--- TASK STATEMENT ---
An exact reproduction is required of the lines from the beginning of the entries through the line with "--surface:#fff; --page:#f2f2f2; --text:#202124;", pictures excluded and nothing added.

_____

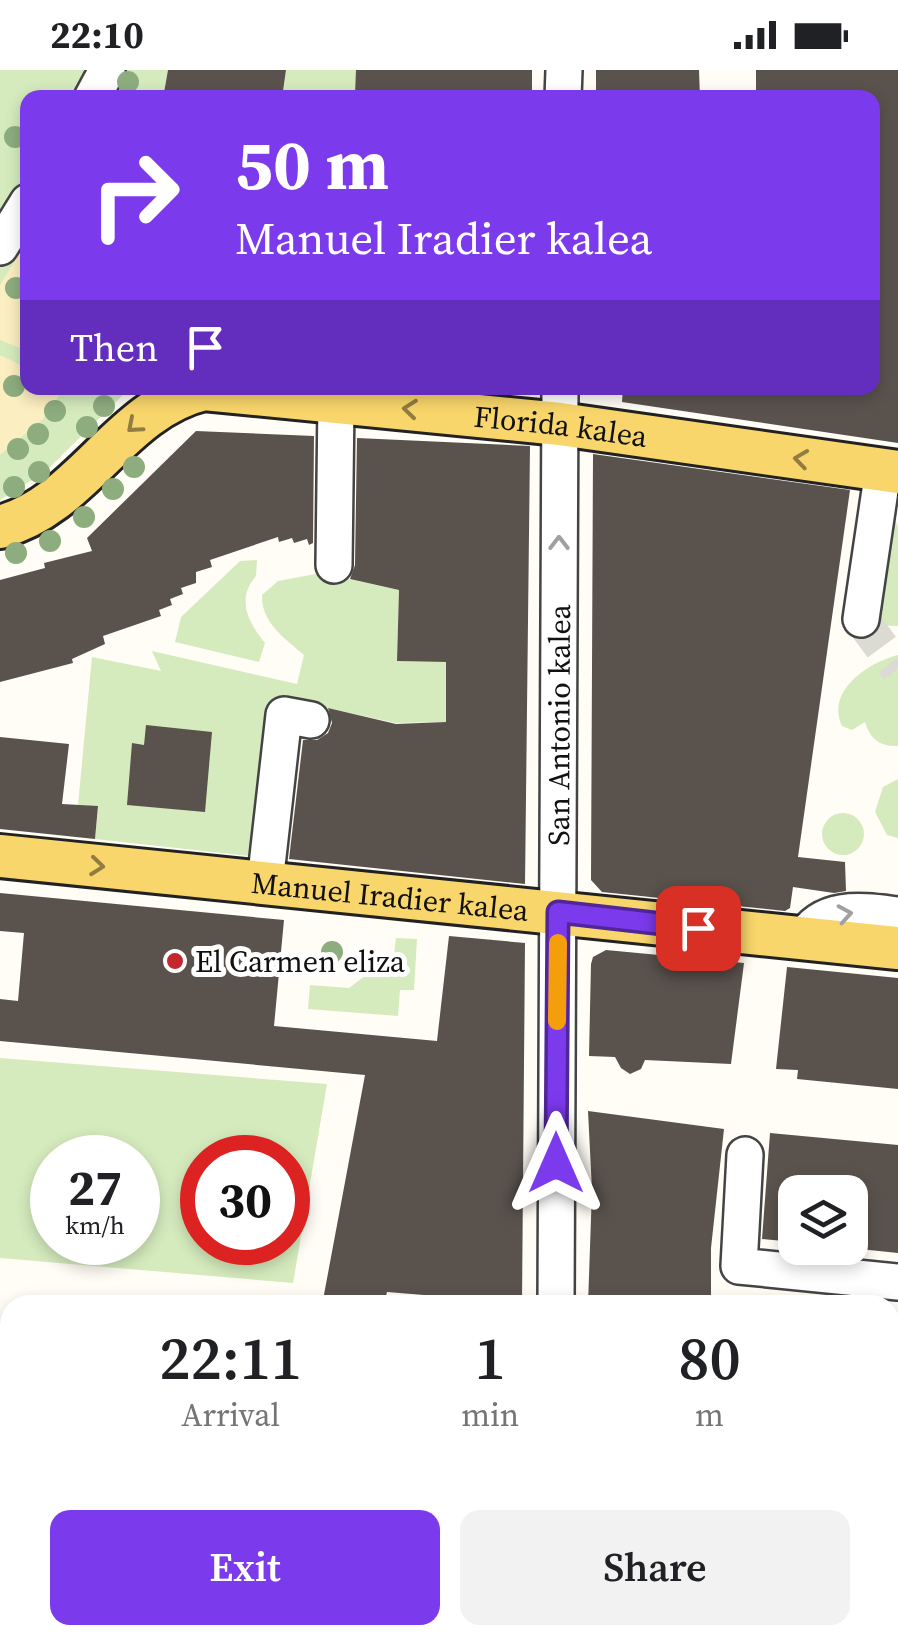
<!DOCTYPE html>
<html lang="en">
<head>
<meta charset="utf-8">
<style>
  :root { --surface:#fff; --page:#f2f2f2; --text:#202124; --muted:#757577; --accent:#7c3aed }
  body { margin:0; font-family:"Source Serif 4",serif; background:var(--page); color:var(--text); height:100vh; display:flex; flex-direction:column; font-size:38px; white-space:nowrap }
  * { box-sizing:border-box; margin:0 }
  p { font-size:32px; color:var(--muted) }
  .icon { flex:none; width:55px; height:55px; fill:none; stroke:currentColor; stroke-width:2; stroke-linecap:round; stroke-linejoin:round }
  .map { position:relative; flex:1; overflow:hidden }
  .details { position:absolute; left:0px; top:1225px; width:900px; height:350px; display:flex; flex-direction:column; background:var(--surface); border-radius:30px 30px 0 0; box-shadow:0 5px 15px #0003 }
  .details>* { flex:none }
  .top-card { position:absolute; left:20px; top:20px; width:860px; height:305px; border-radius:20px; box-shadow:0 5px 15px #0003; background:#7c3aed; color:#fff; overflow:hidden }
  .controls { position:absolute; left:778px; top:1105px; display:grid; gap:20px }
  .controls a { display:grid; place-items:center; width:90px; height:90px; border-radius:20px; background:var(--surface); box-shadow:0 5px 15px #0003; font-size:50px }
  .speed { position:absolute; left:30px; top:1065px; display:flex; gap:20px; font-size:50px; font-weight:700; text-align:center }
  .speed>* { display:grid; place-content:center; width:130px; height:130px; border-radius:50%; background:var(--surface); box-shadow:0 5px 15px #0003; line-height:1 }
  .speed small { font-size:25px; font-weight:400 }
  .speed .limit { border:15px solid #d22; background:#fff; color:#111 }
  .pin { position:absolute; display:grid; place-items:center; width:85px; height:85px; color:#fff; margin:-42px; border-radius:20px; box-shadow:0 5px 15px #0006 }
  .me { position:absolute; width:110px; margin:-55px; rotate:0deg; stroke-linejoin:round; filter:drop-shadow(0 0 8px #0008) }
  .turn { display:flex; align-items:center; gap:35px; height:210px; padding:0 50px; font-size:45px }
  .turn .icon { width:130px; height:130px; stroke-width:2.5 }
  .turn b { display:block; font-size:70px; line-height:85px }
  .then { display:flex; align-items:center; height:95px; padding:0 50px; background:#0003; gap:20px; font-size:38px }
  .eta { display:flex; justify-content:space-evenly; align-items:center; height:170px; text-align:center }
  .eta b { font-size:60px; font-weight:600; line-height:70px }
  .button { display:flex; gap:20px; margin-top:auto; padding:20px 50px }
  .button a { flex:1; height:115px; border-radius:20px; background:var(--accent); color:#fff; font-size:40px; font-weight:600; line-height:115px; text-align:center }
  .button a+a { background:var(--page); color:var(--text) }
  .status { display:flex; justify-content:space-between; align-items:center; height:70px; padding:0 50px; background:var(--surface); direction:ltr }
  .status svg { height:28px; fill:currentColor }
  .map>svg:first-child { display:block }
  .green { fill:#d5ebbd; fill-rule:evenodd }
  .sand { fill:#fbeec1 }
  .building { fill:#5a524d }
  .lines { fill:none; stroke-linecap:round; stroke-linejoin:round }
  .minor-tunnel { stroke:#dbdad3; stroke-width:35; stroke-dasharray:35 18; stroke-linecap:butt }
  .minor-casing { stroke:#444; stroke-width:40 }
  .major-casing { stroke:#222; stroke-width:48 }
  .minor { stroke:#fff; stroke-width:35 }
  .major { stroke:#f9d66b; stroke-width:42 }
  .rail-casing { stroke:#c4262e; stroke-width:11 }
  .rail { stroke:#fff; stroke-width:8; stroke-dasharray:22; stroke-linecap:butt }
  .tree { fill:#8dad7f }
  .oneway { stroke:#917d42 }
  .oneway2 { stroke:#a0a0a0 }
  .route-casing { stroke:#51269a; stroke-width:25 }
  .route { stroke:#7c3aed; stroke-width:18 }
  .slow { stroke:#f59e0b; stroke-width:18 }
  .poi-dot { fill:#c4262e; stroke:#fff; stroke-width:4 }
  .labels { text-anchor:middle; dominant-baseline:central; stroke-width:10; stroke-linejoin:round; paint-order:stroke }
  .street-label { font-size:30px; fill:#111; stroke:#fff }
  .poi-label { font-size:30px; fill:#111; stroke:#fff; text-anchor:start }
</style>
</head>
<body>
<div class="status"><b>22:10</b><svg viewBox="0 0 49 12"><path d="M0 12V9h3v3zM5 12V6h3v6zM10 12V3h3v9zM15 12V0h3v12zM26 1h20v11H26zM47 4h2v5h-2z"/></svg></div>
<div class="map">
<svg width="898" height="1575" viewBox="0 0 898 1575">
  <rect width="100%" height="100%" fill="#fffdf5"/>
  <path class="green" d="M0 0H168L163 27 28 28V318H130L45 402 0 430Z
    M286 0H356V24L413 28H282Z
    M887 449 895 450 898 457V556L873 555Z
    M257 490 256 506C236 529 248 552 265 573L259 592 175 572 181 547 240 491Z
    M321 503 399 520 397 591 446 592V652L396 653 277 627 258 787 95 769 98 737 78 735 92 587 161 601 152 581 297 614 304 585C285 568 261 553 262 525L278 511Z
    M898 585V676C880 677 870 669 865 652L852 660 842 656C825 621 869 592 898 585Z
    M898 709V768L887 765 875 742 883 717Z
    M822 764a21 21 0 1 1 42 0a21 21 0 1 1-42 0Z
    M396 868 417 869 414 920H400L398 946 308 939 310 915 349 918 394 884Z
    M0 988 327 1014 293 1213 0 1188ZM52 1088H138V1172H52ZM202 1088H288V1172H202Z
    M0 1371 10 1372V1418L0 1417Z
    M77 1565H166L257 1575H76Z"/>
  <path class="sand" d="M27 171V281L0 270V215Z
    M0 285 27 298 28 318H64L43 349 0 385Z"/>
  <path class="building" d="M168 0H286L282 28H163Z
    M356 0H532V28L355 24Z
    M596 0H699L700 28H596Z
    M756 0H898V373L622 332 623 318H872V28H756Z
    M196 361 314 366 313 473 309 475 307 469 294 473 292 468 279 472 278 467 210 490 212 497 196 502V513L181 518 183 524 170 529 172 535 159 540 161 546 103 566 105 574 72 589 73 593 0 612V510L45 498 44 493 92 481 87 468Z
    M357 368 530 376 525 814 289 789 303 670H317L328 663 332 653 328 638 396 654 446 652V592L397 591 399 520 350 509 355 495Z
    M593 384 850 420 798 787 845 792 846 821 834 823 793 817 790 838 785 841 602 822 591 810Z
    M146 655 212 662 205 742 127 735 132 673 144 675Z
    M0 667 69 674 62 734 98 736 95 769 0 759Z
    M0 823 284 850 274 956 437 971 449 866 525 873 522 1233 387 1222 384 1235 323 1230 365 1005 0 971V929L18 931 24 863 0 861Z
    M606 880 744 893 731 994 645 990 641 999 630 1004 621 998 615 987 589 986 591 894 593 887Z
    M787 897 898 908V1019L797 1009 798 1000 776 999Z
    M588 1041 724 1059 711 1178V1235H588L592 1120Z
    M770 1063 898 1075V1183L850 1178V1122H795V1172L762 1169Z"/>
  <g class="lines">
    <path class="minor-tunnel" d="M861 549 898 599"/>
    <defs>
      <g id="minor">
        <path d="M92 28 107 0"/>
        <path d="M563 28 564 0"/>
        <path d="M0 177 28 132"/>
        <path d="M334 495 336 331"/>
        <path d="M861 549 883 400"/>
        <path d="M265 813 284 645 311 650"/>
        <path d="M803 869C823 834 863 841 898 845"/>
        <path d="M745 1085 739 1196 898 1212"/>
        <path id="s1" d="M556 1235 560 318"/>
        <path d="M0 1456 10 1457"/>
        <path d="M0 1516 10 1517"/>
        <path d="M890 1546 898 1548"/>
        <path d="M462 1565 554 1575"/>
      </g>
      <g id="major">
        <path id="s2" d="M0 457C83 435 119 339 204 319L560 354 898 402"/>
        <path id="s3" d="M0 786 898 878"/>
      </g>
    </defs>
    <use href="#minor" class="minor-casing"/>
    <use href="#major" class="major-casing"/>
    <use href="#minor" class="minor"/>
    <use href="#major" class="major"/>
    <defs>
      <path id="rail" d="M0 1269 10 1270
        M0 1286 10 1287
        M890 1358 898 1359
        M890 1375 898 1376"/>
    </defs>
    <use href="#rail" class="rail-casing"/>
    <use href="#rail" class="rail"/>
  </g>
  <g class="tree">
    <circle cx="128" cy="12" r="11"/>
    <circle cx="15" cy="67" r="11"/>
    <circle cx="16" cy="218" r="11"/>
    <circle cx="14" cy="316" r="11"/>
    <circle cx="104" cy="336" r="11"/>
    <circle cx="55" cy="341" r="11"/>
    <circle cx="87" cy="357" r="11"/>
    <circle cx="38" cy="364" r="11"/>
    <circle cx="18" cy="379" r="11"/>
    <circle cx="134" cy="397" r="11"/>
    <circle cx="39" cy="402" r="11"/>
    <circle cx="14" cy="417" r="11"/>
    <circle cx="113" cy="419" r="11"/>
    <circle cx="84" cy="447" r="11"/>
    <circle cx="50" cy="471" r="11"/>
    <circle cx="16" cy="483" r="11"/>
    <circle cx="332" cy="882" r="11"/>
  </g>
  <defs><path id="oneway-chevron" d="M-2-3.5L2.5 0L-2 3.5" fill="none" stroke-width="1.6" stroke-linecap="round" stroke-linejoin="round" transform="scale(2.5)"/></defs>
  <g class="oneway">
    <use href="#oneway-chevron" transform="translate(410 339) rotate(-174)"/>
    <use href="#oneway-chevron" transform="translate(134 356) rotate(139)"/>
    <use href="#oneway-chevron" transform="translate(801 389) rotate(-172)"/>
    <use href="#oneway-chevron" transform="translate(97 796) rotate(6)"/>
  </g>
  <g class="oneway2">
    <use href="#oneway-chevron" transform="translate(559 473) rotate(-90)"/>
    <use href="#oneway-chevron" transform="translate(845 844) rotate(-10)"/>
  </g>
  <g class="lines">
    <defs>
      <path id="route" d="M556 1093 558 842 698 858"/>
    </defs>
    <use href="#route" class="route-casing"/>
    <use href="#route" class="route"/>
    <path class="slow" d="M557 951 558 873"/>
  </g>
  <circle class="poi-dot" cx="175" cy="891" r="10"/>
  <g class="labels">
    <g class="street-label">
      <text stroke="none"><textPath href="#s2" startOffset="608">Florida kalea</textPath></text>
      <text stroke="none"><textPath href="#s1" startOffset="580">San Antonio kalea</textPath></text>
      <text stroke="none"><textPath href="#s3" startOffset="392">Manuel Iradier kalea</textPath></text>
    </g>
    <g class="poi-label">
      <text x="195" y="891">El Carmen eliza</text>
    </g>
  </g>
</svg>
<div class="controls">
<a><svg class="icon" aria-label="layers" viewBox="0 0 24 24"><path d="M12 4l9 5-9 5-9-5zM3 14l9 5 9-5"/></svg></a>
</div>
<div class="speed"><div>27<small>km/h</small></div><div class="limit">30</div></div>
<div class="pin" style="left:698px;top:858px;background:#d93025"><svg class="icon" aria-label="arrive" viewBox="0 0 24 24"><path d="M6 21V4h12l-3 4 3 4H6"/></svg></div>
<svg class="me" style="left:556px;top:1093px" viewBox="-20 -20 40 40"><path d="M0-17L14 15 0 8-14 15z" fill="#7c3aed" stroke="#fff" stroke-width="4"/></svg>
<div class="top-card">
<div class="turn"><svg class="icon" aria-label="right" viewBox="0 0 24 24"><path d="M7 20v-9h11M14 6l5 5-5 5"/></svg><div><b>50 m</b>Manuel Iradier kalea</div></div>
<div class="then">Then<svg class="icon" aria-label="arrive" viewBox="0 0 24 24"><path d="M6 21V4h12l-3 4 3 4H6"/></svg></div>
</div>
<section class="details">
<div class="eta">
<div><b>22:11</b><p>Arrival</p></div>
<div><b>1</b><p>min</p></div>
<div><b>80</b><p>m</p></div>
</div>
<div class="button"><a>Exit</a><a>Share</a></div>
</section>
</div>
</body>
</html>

_____

--- WRITTEN ANSWER ---
<!DOCTYPE html>
<html lang="en">
<head>
<meta charset="utf-8">
<style>
  :root { --surface:#fff; --page:#f2f2f2; --text:#202124; --muted:#757577; --accent:#7c3aed }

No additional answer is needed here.